# Task description
Go through the data line by line. Copy each one holding the string "labels".
The input: Begin
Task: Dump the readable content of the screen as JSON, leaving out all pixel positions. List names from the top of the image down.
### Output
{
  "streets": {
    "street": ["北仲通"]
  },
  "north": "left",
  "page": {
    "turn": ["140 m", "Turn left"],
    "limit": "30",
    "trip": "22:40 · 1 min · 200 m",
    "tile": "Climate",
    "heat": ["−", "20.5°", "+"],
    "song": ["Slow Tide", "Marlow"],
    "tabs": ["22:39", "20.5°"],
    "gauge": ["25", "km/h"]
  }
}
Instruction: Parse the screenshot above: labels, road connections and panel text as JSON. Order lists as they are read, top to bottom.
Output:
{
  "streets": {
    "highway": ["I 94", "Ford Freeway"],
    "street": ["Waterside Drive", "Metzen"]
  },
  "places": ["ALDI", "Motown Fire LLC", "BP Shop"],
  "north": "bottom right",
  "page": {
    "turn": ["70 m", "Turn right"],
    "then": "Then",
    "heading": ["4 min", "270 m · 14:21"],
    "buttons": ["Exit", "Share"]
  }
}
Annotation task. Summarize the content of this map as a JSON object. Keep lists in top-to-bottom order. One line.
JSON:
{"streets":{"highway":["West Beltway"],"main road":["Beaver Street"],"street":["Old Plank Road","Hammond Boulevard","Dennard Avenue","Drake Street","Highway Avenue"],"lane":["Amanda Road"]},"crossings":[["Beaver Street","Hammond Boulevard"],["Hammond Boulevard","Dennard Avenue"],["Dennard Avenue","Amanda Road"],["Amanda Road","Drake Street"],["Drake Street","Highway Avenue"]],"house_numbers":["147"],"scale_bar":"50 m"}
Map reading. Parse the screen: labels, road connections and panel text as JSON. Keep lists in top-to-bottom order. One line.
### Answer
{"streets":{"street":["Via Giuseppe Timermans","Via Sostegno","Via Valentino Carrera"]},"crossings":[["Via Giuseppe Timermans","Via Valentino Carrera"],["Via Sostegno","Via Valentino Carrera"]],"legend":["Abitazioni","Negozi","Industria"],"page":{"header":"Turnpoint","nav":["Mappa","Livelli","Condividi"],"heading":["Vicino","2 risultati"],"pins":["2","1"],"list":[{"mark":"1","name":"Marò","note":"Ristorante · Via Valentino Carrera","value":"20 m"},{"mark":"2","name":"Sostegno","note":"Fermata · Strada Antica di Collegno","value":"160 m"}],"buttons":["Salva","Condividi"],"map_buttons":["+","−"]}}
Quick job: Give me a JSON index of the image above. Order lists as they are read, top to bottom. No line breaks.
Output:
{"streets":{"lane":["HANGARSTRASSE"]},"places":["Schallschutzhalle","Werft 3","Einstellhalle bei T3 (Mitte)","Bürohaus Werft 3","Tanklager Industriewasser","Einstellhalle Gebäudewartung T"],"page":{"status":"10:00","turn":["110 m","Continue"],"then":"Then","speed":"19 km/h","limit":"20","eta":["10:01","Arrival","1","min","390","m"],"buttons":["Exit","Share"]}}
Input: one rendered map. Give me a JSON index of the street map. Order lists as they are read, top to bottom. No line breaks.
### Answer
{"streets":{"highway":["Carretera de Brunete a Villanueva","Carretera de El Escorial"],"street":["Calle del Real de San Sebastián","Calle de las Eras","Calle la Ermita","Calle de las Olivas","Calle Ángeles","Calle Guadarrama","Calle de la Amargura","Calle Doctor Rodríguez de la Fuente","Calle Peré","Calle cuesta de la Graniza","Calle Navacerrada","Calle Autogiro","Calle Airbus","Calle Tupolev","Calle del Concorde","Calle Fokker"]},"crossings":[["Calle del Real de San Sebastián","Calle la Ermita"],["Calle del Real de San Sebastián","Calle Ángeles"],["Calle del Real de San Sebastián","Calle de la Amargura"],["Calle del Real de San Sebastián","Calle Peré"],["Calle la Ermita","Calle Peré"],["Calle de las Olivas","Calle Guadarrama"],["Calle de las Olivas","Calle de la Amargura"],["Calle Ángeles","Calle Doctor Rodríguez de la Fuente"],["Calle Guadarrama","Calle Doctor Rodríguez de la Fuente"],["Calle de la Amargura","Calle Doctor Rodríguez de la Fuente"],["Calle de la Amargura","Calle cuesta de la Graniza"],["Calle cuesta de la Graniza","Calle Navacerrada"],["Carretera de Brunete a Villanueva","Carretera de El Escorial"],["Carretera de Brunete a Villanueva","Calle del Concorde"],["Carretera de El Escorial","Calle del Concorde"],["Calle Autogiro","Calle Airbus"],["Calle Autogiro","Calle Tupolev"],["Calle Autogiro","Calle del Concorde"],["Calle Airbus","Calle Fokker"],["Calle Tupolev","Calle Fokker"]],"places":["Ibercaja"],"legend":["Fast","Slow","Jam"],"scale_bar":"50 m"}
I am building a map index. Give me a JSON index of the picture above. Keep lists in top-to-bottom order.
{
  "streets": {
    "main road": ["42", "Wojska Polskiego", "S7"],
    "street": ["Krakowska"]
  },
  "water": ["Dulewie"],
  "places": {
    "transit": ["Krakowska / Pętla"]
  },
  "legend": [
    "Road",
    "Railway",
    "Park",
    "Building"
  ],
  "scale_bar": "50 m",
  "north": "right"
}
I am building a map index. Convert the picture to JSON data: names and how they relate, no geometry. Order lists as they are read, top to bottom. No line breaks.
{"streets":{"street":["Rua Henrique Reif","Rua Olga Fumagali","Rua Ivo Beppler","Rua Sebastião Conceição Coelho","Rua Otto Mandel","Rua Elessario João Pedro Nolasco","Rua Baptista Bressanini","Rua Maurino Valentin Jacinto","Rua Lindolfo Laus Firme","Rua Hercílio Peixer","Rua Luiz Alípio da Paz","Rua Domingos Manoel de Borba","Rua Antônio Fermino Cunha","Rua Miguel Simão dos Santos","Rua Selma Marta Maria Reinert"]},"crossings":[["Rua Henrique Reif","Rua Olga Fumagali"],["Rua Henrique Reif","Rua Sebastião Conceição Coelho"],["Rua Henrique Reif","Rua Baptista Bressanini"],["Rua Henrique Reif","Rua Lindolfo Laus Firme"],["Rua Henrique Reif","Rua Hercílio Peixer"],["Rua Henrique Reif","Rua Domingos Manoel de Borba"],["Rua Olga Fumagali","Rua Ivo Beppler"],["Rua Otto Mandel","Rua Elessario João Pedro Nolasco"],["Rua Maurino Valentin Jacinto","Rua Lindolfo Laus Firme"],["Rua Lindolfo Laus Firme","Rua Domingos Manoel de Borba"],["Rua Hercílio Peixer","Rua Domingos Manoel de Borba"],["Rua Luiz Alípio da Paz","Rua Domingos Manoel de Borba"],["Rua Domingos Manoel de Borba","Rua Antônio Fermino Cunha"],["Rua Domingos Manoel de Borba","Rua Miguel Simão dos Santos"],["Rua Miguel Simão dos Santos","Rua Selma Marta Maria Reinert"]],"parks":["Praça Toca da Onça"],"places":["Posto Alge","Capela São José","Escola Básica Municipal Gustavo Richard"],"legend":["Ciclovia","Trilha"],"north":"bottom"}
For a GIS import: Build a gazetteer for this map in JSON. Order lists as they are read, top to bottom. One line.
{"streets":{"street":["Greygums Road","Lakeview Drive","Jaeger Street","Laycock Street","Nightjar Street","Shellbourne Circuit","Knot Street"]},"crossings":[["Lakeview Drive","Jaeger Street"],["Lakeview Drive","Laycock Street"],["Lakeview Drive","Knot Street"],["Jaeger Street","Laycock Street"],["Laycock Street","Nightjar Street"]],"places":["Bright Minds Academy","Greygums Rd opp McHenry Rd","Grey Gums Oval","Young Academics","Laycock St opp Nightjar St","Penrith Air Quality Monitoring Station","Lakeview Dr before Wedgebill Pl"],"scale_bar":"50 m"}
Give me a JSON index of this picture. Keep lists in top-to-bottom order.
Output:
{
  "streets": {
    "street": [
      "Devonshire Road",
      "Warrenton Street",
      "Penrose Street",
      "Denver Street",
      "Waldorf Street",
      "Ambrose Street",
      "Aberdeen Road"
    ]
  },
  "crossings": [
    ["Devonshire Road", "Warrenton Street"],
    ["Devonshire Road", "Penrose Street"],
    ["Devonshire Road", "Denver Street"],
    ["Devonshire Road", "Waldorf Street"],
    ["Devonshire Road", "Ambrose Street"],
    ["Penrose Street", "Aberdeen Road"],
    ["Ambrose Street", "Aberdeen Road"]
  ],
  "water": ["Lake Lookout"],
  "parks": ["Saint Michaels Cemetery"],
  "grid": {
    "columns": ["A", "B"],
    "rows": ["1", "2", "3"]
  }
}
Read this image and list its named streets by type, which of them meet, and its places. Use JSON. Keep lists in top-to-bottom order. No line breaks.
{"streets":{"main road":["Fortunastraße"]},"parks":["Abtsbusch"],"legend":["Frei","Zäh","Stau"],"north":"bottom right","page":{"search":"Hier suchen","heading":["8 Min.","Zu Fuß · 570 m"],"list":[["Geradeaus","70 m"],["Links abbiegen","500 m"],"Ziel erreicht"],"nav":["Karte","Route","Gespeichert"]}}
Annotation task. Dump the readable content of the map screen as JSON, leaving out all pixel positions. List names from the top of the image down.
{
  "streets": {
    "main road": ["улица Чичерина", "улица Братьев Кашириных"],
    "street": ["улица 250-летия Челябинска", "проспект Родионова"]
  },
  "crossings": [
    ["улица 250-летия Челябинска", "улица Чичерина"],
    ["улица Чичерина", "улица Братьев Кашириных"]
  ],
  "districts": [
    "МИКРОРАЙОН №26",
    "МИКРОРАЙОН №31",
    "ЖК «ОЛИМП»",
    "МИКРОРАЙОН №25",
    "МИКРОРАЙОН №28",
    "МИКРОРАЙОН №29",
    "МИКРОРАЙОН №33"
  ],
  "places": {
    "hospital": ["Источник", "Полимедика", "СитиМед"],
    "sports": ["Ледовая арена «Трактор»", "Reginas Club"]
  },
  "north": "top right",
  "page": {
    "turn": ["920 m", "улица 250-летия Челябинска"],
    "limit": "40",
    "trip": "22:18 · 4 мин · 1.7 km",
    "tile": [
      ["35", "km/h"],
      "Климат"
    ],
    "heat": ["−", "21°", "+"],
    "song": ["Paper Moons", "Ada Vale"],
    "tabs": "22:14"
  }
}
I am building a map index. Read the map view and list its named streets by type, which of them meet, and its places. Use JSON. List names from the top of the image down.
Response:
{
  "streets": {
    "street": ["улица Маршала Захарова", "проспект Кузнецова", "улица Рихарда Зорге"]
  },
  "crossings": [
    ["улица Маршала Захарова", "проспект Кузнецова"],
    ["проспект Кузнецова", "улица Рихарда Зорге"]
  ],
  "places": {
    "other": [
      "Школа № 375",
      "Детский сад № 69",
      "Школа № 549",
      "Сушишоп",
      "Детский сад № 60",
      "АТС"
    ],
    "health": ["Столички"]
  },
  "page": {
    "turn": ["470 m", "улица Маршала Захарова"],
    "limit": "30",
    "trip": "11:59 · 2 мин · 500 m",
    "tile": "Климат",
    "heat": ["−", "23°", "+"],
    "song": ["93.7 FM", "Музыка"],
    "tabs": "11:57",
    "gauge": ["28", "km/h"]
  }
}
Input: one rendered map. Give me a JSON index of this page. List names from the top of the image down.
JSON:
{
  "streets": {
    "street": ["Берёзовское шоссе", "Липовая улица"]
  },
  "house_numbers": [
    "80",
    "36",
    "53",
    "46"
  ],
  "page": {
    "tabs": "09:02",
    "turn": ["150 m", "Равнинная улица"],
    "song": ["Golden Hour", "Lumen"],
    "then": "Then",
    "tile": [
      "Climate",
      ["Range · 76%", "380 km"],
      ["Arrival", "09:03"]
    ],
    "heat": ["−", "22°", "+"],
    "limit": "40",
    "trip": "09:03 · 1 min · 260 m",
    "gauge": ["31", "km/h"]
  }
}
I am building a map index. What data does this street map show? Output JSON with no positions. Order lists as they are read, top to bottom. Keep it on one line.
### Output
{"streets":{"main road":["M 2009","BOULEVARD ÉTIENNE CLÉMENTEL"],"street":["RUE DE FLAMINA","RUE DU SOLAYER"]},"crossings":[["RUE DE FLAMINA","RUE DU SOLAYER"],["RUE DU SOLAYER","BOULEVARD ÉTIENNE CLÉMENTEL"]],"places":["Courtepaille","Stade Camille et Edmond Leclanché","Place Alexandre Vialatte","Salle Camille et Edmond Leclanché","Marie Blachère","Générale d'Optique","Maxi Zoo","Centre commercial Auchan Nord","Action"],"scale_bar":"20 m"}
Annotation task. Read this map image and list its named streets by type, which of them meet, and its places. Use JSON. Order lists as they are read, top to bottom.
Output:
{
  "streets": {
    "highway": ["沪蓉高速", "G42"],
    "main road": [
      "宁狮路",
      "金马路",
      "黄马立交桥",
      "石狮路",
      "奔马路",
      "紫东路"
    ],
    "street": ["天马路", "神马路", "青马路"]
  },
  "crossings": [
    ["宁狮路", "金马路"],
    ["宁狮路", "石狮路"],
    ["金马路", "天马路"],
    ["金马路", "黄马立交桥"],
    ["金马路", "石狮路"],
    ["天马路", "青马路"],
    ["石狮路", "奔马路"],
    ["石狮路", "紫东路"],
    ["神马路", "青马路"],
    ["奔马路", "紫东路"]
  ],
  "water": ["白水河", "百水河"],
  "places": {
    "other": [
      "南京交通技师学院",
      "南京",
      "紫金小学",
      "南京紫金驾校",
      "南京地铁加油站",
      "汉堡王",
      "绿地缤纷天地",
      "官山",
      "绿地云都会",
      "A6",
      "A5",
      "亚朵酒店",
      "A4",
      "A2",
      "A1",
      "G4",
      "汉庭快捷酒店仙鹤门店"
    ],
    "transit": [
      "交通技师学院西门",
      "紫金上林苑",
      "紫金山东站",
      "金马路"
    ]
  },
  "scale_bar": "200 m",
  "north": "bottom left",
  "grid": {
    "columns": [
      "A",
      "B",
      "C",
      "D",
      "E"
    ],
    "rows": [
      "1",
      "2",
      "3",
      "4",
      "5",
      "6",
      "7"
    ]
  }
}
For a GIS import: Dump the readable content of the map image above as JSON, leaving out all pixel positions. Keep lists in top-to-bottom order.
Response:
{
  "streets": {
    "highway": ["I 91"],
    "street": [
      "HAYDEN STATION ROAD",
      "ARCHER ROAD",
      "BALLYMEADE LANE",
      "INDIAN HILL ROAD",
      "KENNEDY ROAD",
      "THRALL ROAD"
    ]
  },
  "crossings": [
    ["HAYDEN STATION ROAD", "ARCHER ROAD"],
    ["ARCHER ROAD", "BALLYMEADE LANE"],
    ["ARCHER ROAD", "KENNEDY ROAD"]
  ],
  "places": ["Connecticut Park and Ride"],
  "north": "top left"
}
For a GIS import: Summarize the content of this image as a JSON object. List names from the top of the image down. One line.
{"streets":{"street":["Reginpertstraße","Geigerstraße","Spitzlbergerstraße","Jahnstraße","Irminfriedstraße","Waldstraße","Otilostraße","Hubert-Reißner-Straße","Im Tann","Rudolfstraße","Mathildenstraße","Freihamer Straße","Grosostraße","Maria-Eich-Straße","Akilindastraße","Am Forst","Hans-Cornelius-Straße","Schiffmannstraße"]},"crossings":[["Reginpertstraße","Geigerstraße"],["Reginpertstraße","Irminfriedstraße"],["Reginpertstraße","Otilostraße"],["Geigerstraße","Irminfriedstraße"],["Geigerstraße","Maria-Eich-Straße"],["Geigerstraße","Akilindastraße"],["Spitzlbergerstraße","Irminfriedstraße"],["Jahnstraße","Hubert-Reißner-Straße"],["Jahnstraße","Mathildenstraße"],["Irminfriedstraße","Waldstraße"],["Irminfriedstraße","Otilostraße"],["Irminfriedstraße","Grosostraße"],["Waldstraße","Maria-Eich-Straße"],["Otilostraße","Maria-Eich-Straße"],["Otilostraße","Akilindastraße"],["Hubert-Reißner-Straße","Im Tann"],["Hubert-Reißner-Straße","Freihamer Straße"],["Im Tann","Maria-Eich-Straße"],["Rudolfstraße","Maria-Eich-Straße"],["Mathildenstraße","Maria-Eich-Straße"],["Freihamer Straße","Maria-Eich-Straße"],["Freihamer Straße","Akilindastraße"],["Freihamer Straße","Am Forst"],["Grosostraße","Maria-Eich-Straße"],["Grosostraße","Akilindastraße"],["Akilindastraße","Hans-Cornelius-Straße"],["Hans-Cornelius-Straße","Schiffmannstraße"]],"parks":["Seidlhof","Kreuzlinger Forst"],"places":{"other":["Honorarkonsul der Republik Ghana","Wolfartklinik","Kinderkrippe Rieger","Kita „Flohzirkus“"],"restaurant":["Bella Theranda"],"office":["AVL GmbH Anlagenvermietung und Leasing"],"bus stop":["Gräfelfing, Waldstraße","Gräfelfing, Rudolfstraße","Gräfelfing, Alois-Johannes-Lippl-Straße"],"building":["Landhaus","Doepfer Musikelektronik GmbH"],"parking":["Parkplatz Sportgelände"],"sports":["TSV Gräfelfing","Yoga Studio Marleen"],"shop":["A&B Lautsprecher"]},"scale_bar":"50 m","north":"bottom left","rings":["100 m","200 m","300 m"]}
The input: End
# Task response
Instruction: Parse the screenshot above: labels, road connections and panel text as JSON. Order lists as they are read, top to bottom.
Map reading. Parse the screen: labels, road connections and panel text as JSON. Keep lists in top-to-bottom order. One line.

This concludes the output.